*** Opening of Material for this exercise ***

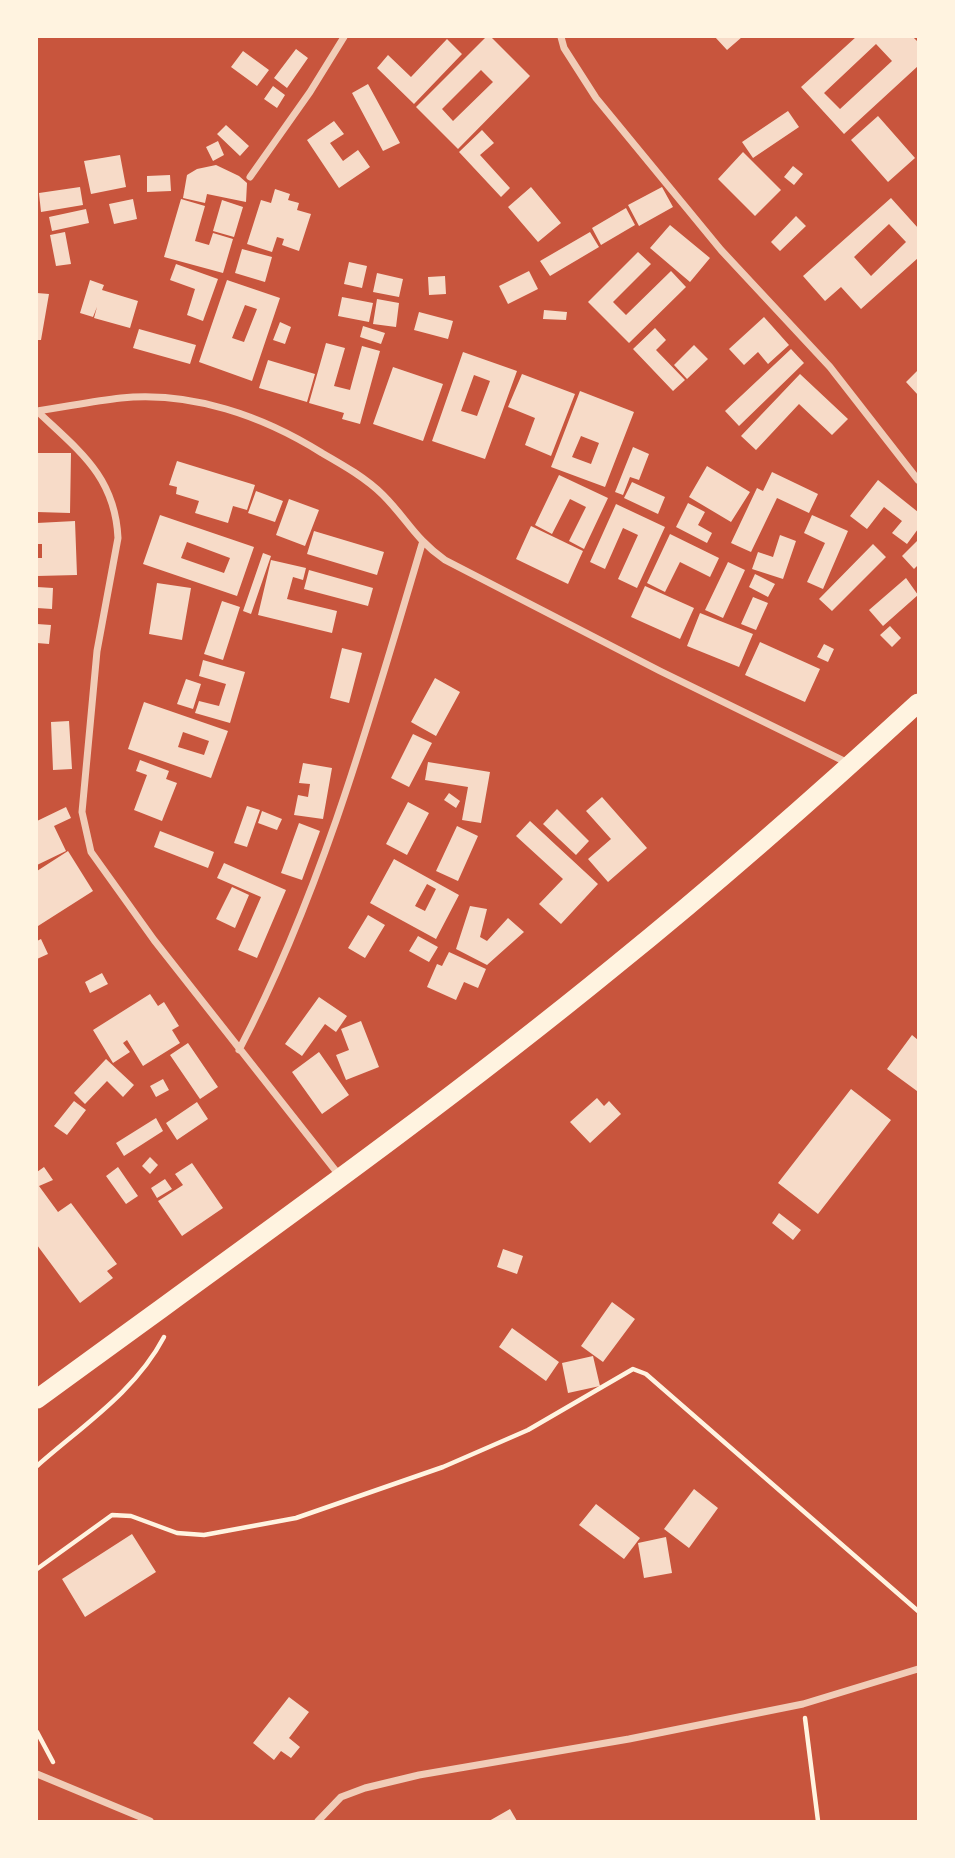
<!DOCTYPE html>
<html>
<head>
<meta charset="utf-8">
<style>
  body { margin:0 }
  #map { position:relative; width:955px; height:1858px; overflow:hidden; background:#c8553d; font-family:Cabin,sans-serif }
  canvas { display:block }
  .frame { position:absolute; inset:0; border:38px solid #fff3e0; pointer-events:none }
</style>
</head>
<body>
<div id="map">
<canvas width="955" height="1858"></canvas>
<div class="frame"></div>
</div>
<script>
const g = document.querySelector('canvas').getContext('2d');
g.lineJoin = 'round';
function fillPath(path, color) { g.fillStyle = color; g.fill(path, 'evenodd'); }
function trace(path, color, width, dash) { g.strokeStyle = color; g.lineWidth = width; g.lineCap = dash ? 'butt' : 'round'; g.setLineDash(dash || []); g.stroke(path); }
fillPath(new Path2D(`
  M486 37H491L530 76 458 149 416 107ZM481 70 493 82 453 121 442 109Z
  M715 37H742L727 50Z
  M856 37H913L918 42V66L844 134 801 87ZM876 44 892 61 840 109 824 93Z
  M447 39 462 54 414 104 377 68 388 55 411 77Z
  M296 49 308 58 287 88 274 78Z
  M243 51 269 70 257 86 231 67Z
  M368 84 400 143 383 151 352 93Z
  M273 86 285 95 277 108 264 99Z
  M788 111 799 127 753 158 742 142Z
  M878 116 915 158 888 182 851 140Z
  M334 121 344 134 330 143 343 161 358 150 370 167 339 188 307 140Z
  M226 125 249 146 240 156 217 134Z
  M482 130 494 143 480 155 510 188 501 197 459 152Z
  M218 141 224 155 213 161 206 147Z
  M743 152 781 190 755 216 718 179Z
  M120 155 126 187 91 194 84 161Z
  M216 165 239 176 247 183 246 202 207 194 205 203 183 198 187 175 197 169Z
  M793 166 803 174 794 185 784 177Z
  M170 175 171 191 147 192V176Z
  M80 187 83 205 41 212 39 193Z
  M531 187 561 223 538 242 508 207Z
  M662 187 673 207 639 226 628 205Z
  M275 189 290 194 288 200 299 203 297 210 311 214 299 251 282 245 284 239 277 237 272 252 247 244 261 200 271 203Z
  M891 198 918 228V258L861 309 841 287 825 301 803 276ZM889 224 906 242 871 276 854 257Z
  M133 199 137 219 114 224 109 204Z
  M181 199 205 206 195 241 209 245 213 233 233 239 223 273 164 257Z
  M222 200 243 207 234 237 213 231Z
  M626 208 635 225 601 245 592 228Z
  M86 209 89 223 52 231 49 217Z
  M796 216 806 226 780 251 771 242Z
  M670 225 710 258 690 282 650 248Z
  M65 232 71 264 56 266 50 235Z
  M590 232 599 247 550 276 540 261Z
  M242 249 272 257 265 282 235 273Z
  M638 252 651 264 613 302 626 315 671 271 686 287 629 343 588 302Z
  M349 262 367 266 362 288 344 284Z
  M176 264 218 279 203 321 187 315 195 289 170 280Z
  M529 271 538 289 508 304 499 286Z
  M377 273 403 279 399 297 373 292Z
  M445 276 446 294 429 295 428 277Z
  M90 280 104 285 102 290 138 301 130 328 94 318 97 307 93 317 80 313Z
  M227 280 280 298 252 381 199 362ZM245 305 257 309 244 342 232 338Z
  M37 293 49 294 41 340H37Z
  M342 297 373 303 369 322 338 316Z
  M377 299 399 303 396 327 373 324Z
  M544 310 567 312 566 320 543 319Z
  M419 312 453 321 448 339 414 330Z
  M764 317 789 345 768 364 758 352 744 365 729 349Z
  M280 322 291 327 285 344 273 340Z
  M363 326 385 333 381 344 360 337Z
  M655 328 666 340 656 350 685 380 673 391 633 349Z
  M139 329 196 345 190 364 133 348Z
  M326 343 345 348 334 386 350 390 362 346 380 351 360 424 342 419 344 413 309 403Z
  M694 345 708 359 687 379 674 365Z
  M791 349 804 363 739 426 725 411Z
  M463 352 517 371 485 459 432 441ZM474 375 490 381 477 416 461 411Z
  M268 360 315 374 307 402 259 388Z
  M393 367 443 384 423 441 373 424Z
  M918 370V395L906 382Z
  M522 374 575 394 551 456 525 445 535 418 508 407Z
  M800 374 848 419 832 435 799 404 756 450 741 436Z
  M580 391 634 412 605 487 551 467ZM581 436 599 443 591 464 572 457Z
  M633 447 649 454 639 480 630 477 623 495 615 492Z
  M37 453H71L70 513 37 512Z
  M177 461 255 485 247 510 233 506 228 523 195 513 199 501 176 494 177 487 169 485Z
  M707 466 750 492 731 522 689 497Z
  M772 472 818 494 809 513 777 498 751 552 731 543 757 488 763 491Z
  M559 475 608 498 584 549 569 541 586 507 570 499 552 534 535 525Z
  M878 480 918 512V529L907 544 892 533 902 521 884 507 867 529 850 516Z
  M632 482 665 497 658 514 624 498Z
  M256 491 283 501 275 522 248 513Z
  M289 499 319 510 305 546 276 535Z
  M688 503 705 512 698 525 712 533 707 543 676 527Z
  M616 504 665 527 637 588 618 579 638 535 623 528 605 569 590 562Z
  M160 515 254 547 237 596 143 564ZM187 542 230 558 224 573 181 558Z
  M812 515 848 531 823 589 807 582 825 543 804 533Z
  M75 521 77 575 37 576V558H42V544H37V523Z
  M531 526 583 551 568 584 516 559Z
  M314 531 384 552 377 575 307 554Z
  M670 534 719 558 710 577 680 562 665 592 647 583Z
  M780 535 796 541 783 579 752 569 758 552 773 557Z
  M918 540V565L914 569 902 556Z
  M873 544 886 557 832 611 819 599Z
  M263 553 271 556 251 614 243 611Z
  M271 560 306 568 303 580 293 577 287 599 337 611 332 633 258 615Z
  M728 562 745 570 723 618 705 610Z
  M309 570 373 588 368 606 304 589Z
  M755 574 775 584 768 597 749 587Z
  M906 578 918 595 883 626 869 610Z
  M157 583 191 588 182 640 149 634Z
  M645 586 694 608 680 639 631 617Z
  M37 587 53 588 52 609 37 608Z
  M753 597 768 603 756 630 741 624Z
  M222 601 240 607 223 660 204 654Z
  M700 613 753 634 739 667 687 646Z
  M37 624 51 625 49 644 37 643Z
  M890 626 901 638 892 647 880 635Z
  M760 642 820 669 805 702 745 675Z
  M824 644 834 649 828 662 817 657Z
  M342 648 362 653 349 703 330 698Z
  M203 660 245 672 230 723 195 713 199 701 219 706 226 684 199 676Z
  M435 678 460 692 436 736 411 722Z
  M186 679 201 684 193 709 177 704Z
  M144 702 228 731 211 778 128 749ZM183 732 209 741 204 755 178 747Z
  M69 721 72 769 53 770 51 722Z
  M413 734 432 743 409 787 391 778Z
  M140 760 169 771 166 779 177 783 162 821 134 810 147 775 136 771Z
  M428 762 490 772 481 823 462 820 468 787 425 780Z
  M303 763 332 768 323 819 294 815 298 795 308 797 310 784 299 783Z
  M449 793 460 801 456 808 444 800Z
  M602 797 647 848 608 882 588 859 611 839 586 811Z
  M408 802 429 813 407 855 386 844Z
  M247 806 260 810 247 847 234 843Z
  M66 807 71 818 54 826 66 851 37 865V821Z
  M557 809 589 841 576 855 543 824Z
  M262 811 282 819 277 830 258 823Z
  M530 821 598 884 561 924 539 904 563 879 516 836Z
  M299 823 320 831 302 880 281 873Z
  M457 826 478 836 458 881 436 871Z
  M160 831 214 852 208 868 154 847Z
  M68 851 93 891 38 926 37 871Z
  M394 859 459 895 436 939 370 903ZM427 884 436 889 425 911 415 906Z
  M224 863 286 890 257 958 238 950 261 897 217 878Z
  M232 887 249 895 235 928 216 919Z
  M470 906 487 909 480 937 487 941 508 918 524 932 487 965 456 949Z
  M368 915 385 925 365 958 348 948Z
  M418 936 438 947 429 962 409 951Z
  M41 939 48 954 37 959V941Z
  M449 952 486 969 478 988 464 982 456 1000 427 987 437 964 442 966Z
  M102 973 108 984 90 993 85 982Z
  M150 994 158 1006 164 1002 179 1026 172 1030 180 1043 143 1066 127 1040 123 1043 130 1052 113 1063 93 1030Z
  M319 997 347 1016 336 1032 325 1024 302 1056 285 1044Z
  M361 1021 379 1067 346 1080 336 1055 349 1050 341 1029Z
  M912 1035 918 1040 917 1091 887 1069Z
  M188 1043 218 1087 200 1099 170 1055Z
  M319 1052 349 1095 322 1114 292 1072Z
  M106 1059 134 1085 123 1097 107 1081 85 1104 74 1093Z
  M163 1079 169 1090 156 1097 150 1086Z
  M851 1089 891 1120 818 1214 778 1183Z
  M597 1098 604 1106 609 1101 621 1114 590 1143 570 1122Z
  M74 1101 86 1110 67 1135 54 1126Z
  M197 1102 208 1119 177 1140 166 1123Z
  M156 1118 163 1131 124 1156 116 1143Z
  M150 1157 158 1165 150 1174 142 1166Z
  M192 1163 223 1208 182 1236 158 1201 183 1185 175 1174Z
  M44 1167 53 1180 39 1186 58 1212 71 1203 117 1264 107 1271 113 1278 80 1303 37 1245V1172Z
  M118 1167 138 1196 126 1204 106 1176Z
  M165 1179 172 1189 157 1198 151 1188Z
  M779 1213 801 1230 793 1240 772 1223Z
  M503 1249 523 1256 517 1274 497 1267Z
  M612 1302 635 1319 603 1362 581 1346Z
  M512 1328 559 1362 546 1381 499 1347Z
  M593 1356 600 1386 568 1393 562 1363Z
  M694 1489 718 1508 689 1548 664 1529Z
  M596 1504 640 1538 624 1559 579 1525Z
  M132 1534 156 1572 85 1617 62 1579Z
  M666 1537 672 1573 644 1578 638 1543Z
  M289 1697 309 1712 289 1738 300 1747 291 1758 281 1751 274 1760 253 1743Z
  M510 1809 517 1821H489Z`), '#f7dbc8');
trace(new Path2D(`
  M37 1466C82 1426 135 1392 164 1337
  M37 1569 112 1515 131 1516 177 1533 204 1535 296 1518 443 1467 528 1430 633 1369 646 1374 918 1611
  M805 1718 818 1821
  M37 1732 53 1762`), '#fff3e0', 4.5);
trace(new Path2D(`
  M561 37 564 48 596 98 721 250 830 367 918 480
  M250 177 310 92 344 37
  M37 411C65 407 93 401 121 398 192 391 263 416 322 453 343 465 366 478 383 495 407 519 415 539 445 560L660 671 850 764
  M37 411C79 451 115 476 118 538L97 651 82 812 91 852 154 940 339 1175
  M239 1050C322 891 371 716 422 544
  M37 1774 150 1821
  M318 1821 341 1797 365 1788 419 1775 629 1739 803 1704 918 1669`), '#f1ccb7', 7);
trace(new Path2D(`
  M37 1399C231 1257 429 1118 615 966 719 882 820 793 918 703`), '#fff3e0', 19);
</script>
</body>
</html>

*** Close of Material for this exercise ***

Exercise goal:
Each line from the beginning of the entries up to and including the one containing "g.lineJoin = 'round';" must be restated exactly. Pictures are to be left out.

Solution to the exercise:
<!DOCTYPE html>
<html>
<head>
<meta charset="utf-8">
<style>
  body { margin:0 }
  #map { position:relative; width:955px; height:1858px; overflow:hidden; background:#c8553d; font-family:Cabin,sans-serif }
  canvas { display:block }
  .frame { position:absolute; inset:0; border:38px solid #fff3e0; pointer-events:none }
</style>
</head>
<body>
<div id="map">
<canvas width="955" height="1858"></canvas>
<div class="frame"></div>
</div>
<script>
const g = document.querySelector('canvas').getContext('2d');
g.lineJoin = 'round';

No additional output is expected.